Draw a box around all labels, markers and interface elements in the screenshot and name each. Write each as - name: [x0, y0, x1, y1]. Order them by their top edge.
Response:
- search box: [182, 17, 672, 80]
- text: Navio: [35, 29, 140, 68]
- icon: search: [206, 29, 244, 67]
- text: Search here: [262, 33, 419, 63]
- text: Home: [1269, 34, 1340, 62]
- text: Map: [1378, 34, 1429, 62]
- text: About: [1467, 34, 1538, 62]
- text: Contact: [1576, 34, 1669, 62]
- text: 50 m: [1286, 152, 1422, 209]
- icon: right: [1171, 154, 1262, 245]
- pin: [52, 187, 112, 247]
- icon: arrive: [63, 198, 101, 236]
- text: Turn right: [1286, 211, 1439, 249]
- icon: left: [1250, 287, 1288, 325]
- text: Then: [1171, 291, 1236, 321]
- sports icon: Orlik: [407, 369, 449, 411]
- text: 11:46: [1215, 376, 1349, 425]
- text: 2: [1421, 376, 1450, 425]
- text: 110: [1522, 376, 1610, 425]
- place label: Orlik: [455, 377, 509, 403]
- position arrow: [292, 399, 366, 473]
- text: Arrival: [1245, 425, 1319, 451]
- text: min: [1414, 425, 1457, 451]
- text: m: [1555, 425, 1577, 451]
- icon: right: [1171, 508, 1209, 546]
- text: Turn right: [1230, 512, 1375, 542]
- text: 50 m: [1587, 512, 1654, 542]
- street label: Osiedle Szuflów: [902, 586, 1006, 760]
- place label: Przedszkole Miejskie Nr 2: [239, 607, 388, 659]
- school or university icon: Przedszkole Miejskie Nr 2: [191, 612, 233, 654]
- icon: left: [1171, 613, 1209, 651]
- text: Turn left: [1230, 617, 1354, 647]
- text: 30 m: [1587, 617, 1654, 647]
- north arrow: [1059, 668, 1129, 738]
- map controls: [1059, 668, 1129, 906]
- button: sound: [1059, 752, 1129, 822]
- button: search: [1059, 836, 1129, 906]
###
• To do
Repeat each entry above, keeping every word exact.

• Expected output
Draw a box around all labels, markers and interface elements in the screenshot and name each. Write each as - name: [x0, y0, x1, y1]. Order them by their top edge.
Response:
- search box: [182, 17, 672, 80]
- text: Navio: [35, 29, 140, 68]
- icon: search: [206, 29, 244, 67]
- text: Search here: [262, 33, 419, 63]
- text: Home: [1269, 34, 1340, 62]
- text: Map: [1378, 34, 1429, 62]
- text: About: [1467, 34, 1538, 62]
- text: Contact: [1576, 34, 1669, 62]
- text: 50 m: [1286, 152, 1422, 209]
- icon: right: [1171, 154, 1262, 245]
- pin: [52, 187, 112, 247]
- icon: arrive: [63, 198, 101, 236]
- text: Turn right: [1286, 211, 1439, 249]
- icon: left: [1250, 287, 1288, 325]
- text: Then: [1171, 291, 1236, 321]
- sports icon: Orlik: [407, 369, 449, 411]
- text: 11:46: [1215, 376, 1349, 425]
- text: 2: [1421, 376, 1450, 425]
- text: 110: [1522, 376, 1610, 425]
- place label: Orlik: [455, 377, 509, 403]
- position arrow: [292, 399, 366, 473]
- text: Arrival: [1245, 425, 1319, 451]
- text: min: [1414, 425, 1457, 451]
- text: m: [1555, 425, 1577, 451]
- icon: right: [1171, 508, 1209, 546]
- text: Turn right: [1230, 512, 1375, 542]
- text: 50 m: [1587, 512, 1654, 542]
- street label: Osiedle Szuflów: [902, 586, 1006, 760]
- place label: Przedszkole Miejskie Nr 2: [239, 607, 388, 659]
- school or university icon: Przedszkole Miejskie Nr 2: [191, 612, 233, 654]
- icon: left: [1171, 613, 1209, 651]
- text: Turn left: [1230, 617, 1354, 647]
- text: 30 m: [1587, 617, 1654, 647]
- north arrow: [1059, 668, 1129, 738]
- map controls: [1059, 668, 1129, 906]
- button: sound: [1059, 752, 1129, 822]
- button: search: [1059, 836, 1129, 906]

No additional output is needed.